Neutralidade e Necropolítica no Ciberespaço

E a FCC, poderosa instituição federal norte-americana que regula as comunicações, decidiu pelo fim da neutralidade da rede. Agora os provedores poderão priorizar o tráfego de certos conteúdos, criando vias expressas de informação. Como o país concentra parte tão grande da infraestrutura da internet, esta decisão pode afetar o mundo inteiro.

Quando os engenheiros desenvolveram os protocolos IP, seu objetivo era de criar uma rede onde computadores poderiam se comunicar e trocar informações. Essa mesma tecnologia ainda é usada hoje, mas se aplica a um mundo completamente diferente, no qual não se acessam mais máquinas, mas plataformas digitais que concentram dados, público e algoritmos para relacioná-los. Para os engenheiros dos anos 60, os computadores trocariam apenas informações técnicas e estratégicas entre si.

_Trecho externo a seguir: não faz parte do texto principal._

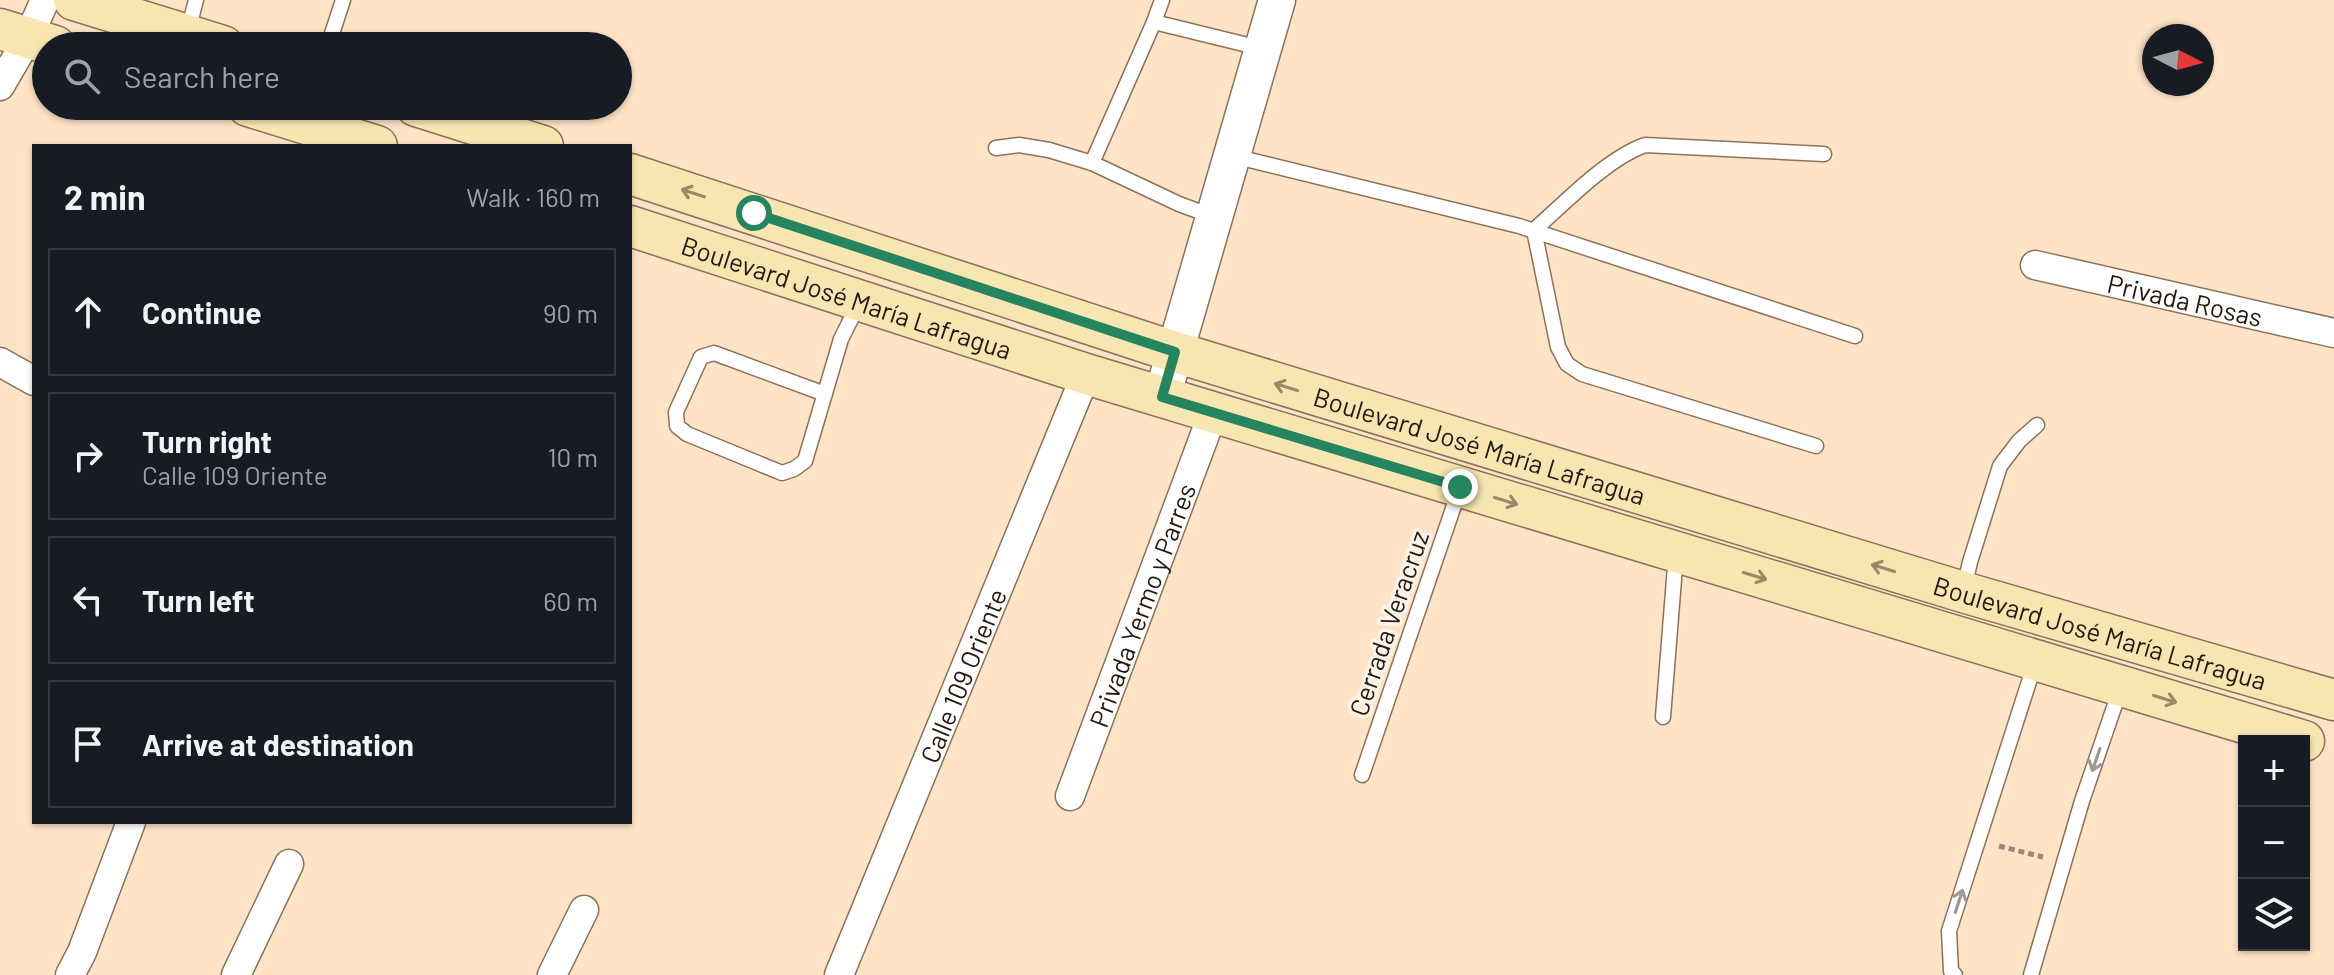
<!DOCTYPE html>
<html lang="en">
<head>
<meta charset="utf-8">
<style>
	body { margin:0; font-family:Barlow,sans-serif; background:#20242c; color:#f1f3f6 }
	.controls { position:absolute; right:24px; bottom:24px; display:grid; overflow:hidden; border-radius:0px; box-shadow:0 2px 6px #0004 }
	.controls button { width:72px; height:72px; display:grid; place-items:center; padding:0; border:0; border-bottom:2px solid #363941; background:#171b24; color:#f1f3f6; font:40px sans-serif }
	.compass { position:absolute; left:2142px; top:24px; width:72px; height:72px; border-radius:50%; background:#171b24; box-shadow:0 2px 6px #0004; rotate:96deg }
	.stop { position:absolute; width:24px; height:24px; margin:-18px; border:6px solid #26855e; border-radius:50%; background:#fff }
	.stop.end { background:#26855e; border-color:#fff; box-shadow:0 2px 8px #0008 }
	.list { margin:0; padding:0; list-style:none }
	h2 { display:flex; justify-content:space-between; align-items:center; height:104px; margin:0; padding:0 32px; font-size:34px }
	h2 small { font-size:26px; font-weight:400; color:#9ea1a6 }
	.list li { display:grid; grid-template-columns:52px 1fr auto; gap:24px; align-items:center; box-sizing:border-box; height:128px; margin:0 16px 16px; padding:0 16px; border:2px solid #363941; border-radius:0px }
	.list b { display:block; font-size:30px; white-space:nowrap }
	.list p { margin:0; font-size:26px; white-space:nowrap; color:#9ea1a6 }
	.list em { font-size:26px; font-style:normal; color:#9ea1a6 }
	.icon { flex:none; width:44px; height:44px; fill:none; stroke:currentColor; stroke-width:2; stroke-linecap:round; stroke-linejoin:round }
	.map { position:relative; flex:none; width:2334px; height:975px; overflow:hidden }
	.search { position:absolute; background:#171b24; box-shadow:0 2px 6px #0004; left:32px; top:32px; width:600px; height:88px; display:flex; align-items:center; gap:20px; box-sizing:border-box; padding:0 28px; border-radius:44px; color:#9ea1a6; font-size:30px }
	.panel { position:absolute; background:#171b24; box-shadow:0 2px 6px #0004; left:32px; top:144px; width:600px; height:680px; border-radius:0px }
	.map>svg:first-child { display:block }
</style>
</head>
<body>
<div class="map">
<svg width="2334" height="975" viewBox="0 0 2334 975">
	<rect width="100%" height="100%" fill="#ffe3c6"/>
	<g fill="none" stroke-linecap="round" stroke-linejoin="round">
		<g stroke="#8b7258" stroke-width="17">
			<g id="service">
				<path d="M1154,22L1162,0"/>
				<path d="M188,31L196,0"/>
				<path d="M328,46L343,0"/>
				<path d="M996,148L1019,145L1049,150L1092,163L1179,204L1214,217"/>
				<path d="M1233,156L1519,226L1855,336"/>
				<path d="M1092,163L1154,22L1264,49"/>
				<path d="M825,394L714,353L701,357L676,412L677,426L687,434L782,473L794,469L805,461L841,339L859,303"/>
				<path d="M1816,446L1582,374L1567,364L1558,347L1534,230C1565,203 1606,159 1645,145L1824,154"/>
				<path d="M1964,588L1970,562L2000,466L2019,441L2037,425"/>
				<path d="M1663,717L1676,554"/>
				<path d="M1362,775L1460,488"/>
				<path d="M1955,975L1951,971L1949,931L2035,663"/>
				<path d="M2031,975L2082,801L2121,687"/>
			</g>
		</g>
		<g stroke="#8b7258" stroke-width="31">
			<g id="minor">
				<path d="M0,86L28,38L45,0"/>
				<path id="s1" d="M2035,265L2334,333"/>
				<path d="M0,362L34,381"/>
				<path id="s2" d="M1070,796L1213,413"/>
				<path d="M70,975L82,952L131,822"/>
				<path d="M236,975L289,864"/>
				<path d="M552,975L584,910"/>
				<path id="s3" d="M839,975L1086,374"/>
			</g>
		</g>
		<g stroke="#8b7258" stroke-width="39">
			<path id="tertiary" d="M1162,397L1277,0"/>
		</g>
		<g stroke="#8b7258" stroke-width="43">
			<g id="secondary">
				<path d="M74,0L223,46"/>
				<path d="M0,29L55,46"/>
				<path d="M248,106L377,146"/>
				<path d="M416,106L543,146"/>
				<path id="s4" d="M630,174L1175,352L1963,592L2334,700"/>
				<path id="s5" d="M630,226L1086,374L2304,741"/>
			</g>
		</g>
		<path stroke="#9c8874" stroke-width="5" stroke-dasharray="6 4" stroke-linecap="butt" d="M1999,846L2043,857"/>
		<use href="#service" stroke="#fff" stroke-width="14"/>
		<use href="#minor" stroke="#fff" stroke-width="28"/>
		<use href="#tertiary" stroke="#fff" stroke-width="36"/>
		<use href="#secondary" stroke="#f8e6b2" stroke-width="40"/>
	</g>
	<defs><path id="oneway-shaft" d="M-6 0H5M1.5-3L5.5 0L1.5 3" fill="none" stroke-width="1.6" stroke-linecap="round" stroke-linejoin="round" transform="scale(2)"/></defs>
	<g stroke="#988a69">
		<use href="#oneway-shaft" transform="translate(693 193) rotate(-162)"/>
		<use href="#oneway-shaft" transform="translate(1286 387) rotate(-163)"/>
		<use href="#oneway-shaft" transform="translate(1506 501) rotate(17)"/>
		<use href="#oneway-shaft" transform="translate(1883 568) rotate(-163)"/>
		<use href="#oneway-shaft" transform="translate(1755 576) rotate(17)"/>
		<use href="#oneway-shaft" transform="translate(2165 699) rotate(17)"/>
	</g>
	<g stroke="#9c9893">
		<use href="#oneway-shaft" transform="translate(2096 760) rotate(109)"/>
		<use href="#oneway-shaft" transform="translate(1959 901) rotate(-72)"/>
	</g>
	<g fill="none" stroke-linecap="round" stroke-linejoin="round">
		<path stroke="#26855e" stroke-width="10" d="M754,213L1175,352L1162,397L1460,487"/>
	</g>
	<g text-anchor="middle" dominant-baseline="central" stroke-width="7" stroke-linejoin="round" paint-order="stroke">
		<g font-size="26" fill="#23190f" stroke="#fef3e8">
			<text stroke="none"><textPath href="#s5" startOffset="228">Boulevard José María Lafragua</textPath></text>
			<text stroke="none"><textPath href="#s1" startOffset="154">Privada Rosas</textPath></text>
			<text stroke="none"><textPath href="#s4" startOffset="892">Boulevard José María Lafragua</textPath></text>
			<text stroke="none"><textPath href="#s2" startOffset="204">Privada Yermo y Parres</textPath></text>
			<text transform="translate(1388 623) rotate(-71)">Cerrada Veracruz</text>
			<text stroke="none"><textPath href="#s4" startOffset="1540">Boulevard José María Lafragua</textPath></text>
			<text stroke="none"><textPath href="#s3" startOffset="324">Calle 109 Oriente</textPath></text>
		</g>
	</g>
</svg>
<div class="controls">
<button>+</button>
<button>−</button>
<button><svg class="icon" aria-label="layers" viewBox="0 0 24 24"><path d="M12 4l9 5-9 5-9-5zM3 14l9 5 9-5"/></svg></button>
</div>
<svg class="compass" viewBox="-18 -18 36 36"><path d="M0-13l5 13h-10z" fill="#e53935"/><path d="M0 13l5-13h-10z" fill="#9ea1a6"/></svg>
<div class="stop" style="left:754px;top:213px"></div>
<div class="stop end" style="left:1460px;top:487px"></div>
<div class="search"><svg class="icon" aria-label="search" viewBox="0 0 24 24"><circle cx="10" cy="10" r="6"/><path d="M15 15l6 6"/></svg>Search here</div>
<section class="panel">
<h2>2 min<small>Walk · 160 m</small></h2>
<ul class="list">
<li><svg class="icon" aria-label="ahead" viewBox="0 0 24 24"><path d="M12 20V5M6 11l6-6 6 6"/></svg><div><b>Continue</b></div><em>90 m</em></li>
<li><svg class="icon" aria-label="right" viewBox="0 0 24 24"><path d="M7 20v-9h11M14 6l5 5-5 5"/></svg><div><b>Turn right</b><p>Calle 109 Oriente</p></div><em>10 m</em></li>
<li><svg class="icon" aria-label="left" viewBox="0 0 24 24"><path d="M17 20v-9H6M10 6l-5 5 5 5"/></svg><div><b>Turn left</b></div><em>60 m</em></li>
<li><svg class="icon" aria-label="arrive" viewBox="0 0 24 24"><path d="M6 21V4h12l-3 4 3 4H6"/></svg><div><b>Arrive at destination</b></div></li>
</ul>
</section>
</div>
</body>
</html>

Uma via expressa em Long Island, uma infraestrutura vital para a comunicação

Em 1991, a “World Wide Web” nascia. O engenheiro Tim Berners Lee definia um sistema de nomes e localizadores para que recursos pudessem ser encontrados entre diferentes redes de computadores. Muito provavelmente ele não tinha a menor ideia do que sua obra geraria, um ciberespaço transnacional que se tornaria o principal meio de comunicação de muita gente. Hoje, dependemos desse espaço até para marcar uma janta com os amigos.

A internet foi construída sem uma autoridade central, sem um plano diretriz. Pessoas foram descobrindo possibilidades e ligando máquinas e construindo páginas e oferecendo serviços. Por isso, muito do que existe foi feito nas coxas, ou engembrado sem maiores preocupações além de que “o negócio funcione”.

Logo, esta não é a primeira vez que se revê as regras pelas quais os provedores de acesso e os usuários (pessoas e empresas) mantém suas relações. Lá em 1996 o ato das telecomunicações foi um projeto de lei que teve um papel bem grande em definir como o ciberespaço se conformaria ao abrir espaço para que grandes conglomerados de comunicação assumissem parte da infra-estrutura da internet. Um dos primeiros ativistas da internet, John Perry Barlow, revoltado com a situação, chegou a escrever a icônica Declaração de Independência do Ciberespaço, que eu compartilho traduzida mais abaixo.

Uma coisa muito interessante aqui. Valorizamos, como sociedade, a concorrência e a competição, acreditamos que elas geram inovações e investimentos por meio de pessoas que assumem riscos. Mas parece que as decisões mais importantes acabam girando ao redor das regras e de suas exceções. A FCC é um departamento burocrático ocupado por pessoas indicadas, não eleitas, e generosamente acalentadas pelos lobbies (que é legalizado nos EUA). A decisão sobre como caracterizar o tráfego de informações na rede é, primeiramente, política, é uma sobre as regras do jogo da tal competição.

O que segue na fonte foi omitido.